Exercise prompt:
From the entries, copy each line that includes "auto".

Stored dataset items:
[Start of section]
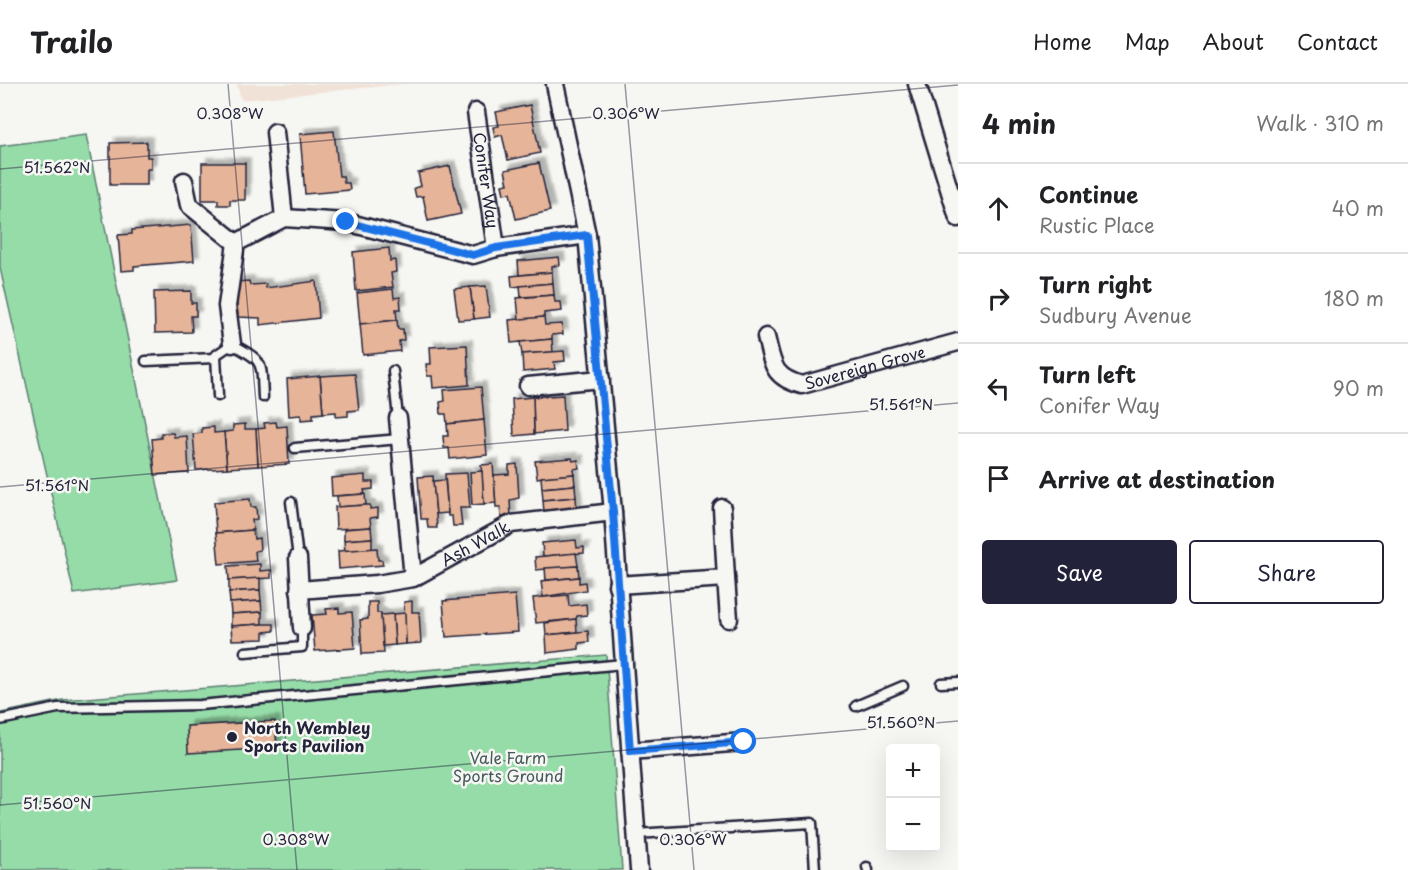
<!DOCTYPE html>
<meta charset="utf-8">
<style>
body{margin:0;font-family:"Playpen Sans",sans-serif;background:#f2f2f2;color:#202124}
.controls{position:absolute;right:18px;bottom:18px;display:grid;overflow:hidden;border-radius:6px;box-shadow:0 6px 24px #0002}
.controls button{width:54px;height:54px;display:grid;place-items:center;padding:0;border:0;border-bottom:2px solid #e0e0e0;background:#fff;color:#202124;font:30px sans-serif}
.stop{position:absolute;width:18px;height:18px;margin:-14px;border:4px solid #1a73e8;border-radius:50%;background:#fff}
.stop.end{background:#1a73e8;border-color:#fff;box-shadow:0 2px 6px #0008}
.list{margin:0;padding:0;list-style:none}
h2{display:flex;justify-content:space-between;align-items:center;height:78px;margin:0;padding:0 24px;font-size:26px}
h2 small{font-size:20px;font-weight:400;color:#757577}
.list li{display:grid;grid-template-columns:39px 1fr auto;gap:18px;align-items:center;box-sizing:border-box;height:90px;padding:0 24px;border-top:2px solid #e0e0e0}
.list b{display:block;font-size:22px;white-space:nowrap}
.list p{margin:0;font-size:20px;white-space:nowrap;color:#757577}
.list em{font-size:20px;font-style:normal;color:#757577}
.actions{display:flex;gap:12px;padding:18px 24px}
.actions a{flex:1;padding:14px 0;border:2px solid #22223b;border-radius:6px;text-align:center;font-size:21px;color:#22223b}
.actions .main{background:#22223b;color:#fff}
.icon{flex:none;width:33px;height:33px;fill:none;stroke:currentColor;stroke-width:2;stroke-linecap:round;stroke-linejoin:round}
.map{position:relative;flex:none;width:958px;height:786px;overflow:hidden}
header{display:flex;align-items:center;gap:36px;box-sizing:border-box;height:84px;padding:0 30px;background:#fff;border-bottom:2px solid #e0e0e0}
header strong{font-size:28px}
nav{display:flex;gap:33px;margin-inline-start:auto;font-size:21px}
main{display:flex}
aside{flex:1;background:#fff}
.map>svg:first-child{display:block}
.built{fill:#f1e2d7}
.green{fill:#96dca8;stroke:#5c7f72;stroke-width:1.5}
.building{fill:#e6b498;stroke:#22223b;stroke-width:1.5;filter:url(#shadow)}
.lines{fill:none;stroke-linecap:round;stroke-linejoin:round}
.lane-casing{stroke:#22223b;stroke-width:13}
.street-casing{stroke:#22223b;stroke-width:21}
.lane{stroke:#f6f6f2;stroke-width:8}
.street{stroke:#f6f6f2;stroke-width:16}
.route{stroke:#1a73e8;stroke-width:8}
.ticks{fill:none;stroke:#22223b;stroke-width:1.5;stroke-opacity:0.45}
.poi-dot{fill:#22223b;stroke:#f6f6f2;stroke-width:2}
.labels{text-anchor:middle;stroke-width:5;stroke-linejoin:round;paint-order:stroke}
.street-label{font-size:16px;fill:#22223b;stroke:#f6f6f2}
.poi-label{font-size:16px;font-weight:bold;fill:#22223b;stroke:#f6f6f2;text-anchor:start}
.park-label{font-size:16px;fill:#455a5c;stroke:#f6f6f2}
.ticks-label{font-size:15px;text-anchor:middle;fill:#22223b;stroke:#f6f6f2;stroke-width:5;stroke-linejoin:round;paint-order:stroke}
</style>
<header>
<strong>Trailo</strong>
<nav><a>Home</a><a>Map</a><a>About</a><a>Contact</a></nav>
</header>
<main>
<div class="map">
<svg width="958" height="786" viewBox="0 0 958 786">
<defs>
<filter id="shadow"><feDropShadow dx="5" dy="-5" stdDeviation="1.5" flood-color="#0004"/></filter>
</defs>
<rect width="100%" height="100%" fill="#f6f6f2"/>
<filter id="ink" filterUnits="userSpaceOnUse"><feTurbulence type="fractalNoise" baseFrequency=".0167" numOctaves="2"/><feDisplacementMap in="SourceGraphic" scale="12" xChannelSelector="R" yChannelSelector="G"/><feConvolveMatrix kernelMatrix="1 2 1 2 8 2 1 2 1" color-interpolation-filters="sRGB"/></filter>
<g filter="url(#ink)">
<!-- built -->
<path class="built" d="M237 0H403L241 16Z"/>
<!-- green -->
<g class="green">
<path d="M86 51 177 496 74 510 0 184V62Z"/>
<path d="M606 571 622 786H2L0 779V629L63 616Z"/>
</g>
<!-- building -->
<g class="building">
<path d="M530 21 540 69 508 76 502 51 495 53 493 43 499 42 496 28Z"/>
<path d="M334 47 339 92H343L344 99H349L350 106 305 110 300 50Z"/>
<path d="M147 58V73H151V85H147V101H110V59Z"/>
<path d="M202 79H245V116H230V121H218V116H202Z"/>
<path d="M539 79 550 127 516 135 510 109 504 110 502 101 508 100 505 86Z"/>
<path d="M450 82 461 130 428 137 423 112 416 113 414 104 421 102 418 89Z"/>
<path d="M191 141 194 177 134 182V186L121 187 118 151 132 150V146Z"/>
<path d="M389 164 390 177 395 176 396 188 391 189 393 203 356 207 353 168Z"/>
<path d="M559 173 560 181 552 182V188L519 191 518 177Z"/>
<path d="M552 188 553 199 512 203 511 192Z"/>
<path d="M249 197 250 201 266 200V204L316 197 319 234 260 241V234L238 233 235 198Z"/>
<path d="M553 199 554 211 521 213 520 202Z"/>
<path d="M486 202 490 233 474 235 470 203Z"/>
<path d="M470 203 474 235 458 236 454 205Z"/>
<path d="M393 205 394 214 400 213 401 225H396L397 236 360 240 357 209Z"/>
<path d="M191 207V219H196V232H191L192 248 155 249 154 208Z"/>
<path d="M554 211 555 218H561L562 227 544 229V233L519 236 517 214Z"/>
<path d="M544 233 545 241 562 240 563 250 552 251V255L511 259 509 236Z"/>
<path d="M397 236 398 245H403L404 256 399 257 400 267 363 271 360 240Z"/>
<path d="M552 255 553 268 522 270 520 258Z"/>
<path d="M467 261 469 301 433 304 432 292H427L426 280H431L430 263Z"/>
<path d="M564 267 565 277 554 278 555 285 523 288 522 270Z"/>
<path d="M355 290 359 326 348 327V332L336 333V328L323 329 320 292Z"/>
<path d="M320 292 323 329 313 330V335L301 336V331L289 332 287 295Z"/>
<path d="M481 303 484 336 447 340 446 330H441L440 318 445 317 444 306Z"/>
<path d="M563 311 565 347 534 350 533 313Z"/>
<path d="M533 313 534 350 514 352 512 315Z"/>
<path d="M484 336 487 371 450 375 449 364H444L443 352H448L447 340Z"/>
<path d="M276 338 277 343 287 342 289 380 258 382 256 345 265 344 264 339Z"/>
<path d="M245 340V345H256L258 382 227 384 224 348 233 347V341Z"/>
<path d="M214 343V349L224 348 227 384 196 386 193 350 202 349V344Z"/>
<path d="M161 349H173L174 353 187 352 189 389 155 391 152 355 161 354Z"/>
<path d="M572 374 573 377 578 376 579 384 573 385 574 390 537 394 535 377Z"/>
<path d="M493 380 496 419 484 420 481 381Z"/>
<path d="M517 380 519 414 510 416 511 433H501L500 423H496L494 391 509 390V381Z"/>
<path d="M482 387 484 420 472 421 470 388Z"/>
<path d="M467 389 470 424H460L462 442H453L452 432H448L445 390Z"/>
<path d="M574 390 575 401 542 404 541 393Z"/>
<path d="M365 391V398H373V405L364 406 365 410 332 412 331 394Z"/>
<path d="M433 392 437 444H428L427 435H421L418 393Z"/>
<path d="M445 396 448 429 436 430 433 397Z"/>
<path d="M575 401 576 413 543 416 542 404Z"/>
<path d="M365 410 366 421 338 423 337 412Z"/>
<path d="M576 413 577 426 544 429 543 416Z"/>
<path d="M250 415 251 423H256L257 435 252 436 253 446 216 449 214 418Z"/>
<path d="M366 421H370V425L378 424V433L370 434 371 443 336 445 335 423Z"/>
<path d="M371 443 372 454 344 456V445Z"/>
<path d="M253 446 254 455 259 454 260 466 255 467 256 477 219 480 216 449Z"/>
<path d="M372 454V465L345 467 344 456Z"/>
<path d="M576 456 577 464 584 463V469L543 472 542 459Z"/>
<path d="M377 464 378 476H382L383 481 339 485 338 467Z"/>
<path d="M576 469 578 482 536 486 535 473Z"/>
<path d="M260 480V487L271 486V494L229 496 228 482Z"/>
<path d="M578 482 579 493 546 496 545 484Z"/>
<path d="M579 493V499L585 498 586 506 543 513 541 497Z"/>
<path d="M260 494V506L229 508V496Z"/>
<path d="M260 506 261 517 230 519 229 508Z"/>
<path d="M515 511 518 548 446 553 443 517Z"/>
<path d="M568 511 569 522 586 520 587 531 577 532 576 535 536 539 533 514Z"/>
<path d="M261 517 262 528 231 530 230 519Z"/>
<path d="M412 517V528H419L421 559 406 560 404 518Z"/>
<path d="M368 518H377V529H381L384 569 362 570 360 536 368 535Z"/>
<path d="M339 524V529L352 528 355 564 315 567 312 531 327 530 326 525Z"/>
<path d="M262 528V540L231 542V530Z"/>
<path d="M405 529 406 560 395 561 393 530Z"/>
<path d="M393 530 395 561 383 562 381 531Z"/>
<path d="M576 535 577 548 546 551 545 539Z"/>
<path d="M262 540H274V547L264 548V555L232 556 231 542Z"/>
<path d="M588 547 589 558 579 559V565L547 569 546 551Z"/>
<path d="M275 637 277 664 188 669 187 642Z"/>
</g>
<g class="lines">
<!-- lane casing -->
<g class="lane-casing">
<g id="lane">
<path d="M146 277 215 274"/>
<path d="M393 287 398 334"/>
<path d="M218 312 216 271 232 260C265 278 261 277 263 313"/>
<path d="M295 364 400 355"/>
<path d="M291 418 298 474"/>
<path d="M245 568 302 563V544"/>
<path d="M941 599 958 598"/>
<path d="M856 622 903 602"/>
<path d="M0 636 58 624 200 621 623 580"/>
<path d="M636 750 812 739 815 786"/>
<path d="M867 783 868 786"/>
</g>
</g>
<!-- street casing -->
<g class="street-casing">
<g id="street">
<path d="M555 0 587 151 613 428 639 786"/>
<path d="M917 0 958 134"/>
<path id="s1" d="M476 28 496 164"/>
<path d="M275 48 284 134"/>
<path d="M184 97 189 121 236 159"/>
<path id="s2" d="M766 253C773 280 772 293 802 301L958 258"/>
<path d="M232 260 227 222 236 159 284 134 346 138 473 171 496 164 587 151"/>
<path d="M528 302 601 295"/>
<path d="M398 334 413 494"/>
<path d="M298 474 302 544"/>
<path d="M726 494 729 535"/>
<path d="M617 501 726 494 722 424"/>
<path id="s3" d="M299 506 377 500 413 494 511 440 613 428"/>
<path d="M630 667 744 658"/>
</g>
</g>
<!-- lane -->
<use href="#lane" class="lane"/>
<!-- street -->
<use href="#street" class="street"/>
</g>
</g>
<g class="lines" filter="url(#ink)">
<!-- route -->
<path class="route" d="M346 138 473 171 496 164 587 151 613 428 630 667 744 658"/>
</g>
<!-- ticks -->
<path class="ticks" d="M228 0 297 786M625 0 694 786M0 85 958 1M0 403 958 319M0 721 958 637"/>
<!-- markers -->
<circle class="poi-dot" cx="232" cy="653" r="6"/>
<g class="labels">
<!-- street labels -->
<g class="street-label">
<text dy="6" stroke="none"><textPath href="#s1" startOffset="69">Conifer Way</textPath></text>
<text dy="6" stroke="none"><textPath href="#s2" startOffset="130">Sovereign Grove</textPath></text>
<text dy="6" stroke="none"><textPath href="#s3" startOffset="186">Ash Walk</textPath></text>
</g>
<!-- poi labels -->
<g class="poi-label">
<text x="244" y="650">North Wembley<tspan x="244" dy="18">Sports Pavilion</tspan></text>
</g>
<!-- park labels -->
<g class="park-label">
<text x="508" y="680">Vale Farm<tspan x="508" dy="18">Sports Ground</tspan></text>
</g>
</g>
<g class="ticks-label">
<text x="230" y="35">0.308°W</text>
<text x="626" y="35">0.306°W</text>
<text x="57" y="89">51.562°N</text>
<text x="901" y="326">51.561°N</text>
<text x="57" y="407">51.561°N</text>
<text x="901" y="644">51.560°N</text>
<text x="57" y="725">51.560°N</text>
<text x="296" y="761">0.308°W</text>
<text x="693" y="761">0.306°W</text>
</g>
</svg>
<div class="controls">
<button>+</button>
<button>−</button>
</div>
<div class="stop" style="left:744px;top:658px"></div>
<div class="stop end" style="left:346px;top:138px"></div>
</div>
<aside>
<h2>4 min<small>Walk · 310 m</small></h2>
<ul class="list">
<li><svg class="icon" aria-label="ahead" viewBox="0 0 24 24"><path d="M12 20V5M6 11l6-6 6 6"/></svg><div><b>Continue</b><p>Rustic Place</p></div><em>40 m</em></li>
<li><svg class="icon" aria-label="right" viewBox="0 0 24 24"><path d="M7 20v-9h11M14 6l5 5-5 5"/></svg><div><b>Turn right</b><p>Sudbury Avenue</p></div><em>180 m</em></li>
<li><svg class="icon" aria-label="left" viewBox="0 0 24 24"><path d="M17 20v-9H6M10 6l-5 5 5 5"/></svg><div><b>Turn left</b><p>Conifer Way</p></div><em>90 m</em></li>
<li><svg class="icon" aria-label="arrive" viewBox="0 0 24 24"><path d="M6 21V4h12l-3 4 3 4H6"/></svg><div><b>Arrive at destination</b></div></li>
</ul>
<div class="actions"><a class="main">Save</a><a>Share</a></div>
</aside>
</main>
[End of section]
Solution to the problem:
.list li{display:grid;grid-template-columns:39px 1fr auto;gap:18px;align-items:center;box-sizing:border-box;height:90px;padding:0 24px;border-top:2px solid #e0e0e0}
nav{display:flex;gap:33px;margin-inline-start:auto;font-size:21px}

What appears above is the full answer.